Hi Marion,
Hab ich das also richtig verstanden, dass es alle möglichen
Textstellen gab, die kursierten, und irgendwann hat sich (wer
?) hingesetzt und diese ganzen Textstellen aussortiert und
beschlossen, was nun dazu gehört, was nicht und in welcher
Reihenfolge und das Ergebnis war dann das, was wir heute als
Bibel kennen, von der es wiederum unterschiedliche Versionen
gibt ?
Nicht ganz. Denn damals - also auch schon im 1. Jhdt. natürlich - haben die Texte ja komplett vorgelegen und sind verbreitet worden. Sie wurden ja diskutiert damals und von diesen Diskussionen hat man ja ebenfalls Kenntnis gehabt und hat sie auch heute.
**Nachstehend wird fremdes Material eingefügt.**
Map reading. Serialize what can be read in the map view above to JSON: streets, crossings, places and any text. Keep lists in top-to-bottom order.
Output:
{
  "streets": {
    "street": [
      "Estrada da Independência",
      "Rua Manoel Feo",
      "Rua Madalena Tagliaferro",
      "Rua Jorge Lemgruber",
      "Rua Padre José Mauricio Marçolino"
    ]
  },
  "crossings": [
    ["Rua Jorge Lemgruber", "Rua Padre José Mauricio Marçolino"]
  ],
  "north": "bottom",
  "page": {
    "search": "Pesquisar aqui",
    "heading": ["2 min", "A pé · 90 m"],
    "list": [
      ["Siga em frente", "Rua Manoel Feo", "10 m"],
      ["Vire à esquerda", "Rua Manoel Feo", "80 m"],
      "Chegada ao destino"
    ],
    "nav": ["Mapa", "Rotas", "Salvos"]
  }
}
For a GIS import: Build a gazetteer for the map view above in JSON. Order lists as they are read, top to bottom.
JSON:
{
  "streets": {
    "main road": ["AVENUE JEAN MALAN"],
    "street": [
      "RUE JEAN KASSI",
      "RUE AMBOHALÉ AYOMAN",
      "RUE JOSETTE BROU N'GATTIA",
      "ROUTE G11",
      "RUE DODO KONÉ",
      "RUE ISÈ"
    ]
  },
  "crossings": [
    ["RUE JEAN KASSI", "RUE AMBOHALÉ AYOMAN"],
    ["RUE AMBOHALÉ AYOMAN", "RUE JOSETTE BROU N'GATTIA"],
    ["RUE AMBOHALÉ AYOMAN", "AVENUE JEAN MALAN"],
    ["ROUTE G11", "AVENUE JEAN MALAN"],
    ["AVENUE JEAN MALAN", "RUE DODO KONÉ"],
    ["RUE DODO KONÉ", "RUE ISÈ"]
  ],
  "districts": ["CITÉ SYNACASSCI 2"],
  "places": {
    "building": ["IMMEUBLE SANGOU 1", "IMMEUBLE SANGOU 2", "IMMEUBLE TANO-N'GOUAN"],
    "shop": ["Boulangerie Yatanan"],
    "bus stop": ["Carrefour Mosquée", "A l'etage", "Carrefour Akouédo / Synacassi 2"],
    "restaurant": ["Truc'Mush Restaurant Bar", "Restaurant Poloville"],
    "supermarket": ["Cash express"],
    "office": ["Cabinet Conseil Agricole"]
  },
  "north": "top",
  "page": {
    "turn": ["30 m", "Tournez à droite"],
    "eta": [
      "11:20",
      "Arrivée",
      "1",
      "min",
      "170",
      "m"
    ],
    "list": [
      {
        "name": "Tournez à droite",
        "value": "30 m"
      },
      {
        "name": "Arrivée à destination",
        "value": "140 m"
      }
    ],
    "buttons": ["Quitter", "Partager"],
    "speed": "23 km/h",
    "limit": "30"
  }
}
Taju hat inzwischen ja genaueres darüber gechrieben. Eben durch diese Dokumente damaliger Auseinandersetzungen findet man u.a. Argumente für das Mindestalter des einen oder anderen Textes. Daß man heute keine kompletten Papyri hat, manchmal sogar nur Schnipsel
http://metapher.apk.is-a-geek.net/gallery/P_Oxy_LXV_…
http://metapher.apk.is-a-geek.net/gallery/fragboth.gif
liegt eben daran, daß nach und nach vieles verloren gegangen ist, oder zersetzt wurde.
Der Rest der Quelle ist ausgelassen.